Indian writer (born 1961)

Shyam Sundar Besra (born 12 February 1961) is an Indian writer of Santali and Hindi. He is also a civil servant from West Bengal. He won the prestigious Sahitya Akademi Award in 2018. His pen name is Jiwirarec.

==Personal life==
Besra was born on 12 February 1961 in Ramkanali, Purulia, West Bengal, but his native was in Godda.
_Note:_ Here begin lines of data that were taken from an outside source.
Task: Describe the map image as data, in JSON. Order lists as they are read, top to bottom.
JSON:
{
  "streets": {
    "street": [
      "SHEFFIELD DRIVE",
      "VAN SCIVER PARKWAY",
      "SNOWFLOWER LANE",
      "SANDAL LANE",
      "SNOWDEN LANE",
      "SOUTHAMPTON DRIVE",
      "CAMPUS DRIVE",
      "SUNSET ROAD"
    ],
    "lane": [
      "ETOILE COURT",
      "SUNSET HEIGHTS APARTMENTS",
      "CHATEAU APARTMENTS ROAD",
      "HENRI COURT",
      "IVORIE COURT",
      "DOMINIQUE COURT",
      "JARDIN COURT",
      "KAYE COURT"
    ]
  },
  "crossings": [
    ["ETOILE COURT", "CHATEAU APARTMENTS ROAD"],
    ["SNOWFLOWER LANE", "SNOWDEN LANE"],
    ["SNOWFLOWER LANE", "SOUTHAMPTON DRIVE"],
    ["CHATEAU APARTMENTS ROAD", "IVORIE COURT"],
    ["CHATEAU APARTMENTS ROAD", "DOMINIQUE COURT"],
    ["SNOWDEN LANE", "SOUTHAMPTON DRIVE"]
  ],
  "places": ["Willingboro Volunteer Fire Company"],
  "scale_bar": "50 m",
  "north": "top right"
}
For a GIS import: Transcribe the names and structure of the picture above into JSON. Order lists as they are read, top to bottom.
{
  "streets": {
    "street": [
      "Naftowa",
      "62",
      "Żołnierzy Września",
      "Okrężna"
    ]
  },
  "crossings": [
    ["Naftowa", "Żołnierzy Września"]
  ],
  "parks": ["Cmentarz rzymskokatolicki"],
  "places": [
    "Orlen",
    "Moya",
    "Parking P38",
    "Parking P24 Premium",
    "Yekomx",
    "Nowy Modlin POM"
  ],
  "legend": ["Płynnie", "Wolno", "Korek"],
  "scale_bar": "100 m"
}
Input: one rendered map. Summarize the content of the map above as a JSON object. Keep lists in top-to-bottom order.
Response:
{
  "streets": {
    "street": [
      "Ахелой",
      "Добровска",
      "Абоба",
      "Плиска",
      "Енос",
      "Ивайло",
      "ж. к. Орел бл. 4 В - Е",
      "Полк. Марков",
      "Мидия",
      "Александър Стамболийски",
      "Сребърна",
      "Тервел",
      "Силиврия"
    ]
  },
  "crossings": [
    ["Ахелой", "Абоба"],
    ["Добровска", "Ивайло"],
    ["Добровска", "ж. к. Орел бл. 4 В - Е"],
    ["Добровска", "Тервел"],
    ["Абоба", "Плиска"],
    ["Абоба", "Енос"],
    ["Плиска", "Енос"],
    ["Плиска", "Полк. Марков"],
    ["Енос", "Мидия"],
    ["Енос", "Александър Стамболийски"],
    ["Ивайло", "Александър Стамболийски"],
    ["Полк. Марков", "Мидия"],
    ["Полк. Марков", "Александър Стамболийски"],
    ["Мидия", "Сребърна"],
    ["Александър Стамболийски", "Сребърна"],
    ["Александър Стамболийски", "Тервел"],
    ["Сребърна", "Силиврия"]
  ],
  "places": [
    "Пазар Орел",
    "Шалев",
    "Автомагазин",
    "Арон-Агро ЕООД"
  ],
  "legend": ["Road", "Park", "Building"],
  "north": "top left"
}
He completed his M.A. in Hindi literature and M.A. in Santhali in 1987. He is the chief inspector of ticket of Eastern Railway Zone's Asansol Division.

==Literary work==
Besra was awarded Sahitya Akademi Award in 2018 for his novel Marom. Three of his major works are Dullar Khatir, Damin Reyak Judasi Kahani Ko and Damin Kulhi, out of which two are part of syllabus for postgraduate courses in Sido Kanhu Murmu University.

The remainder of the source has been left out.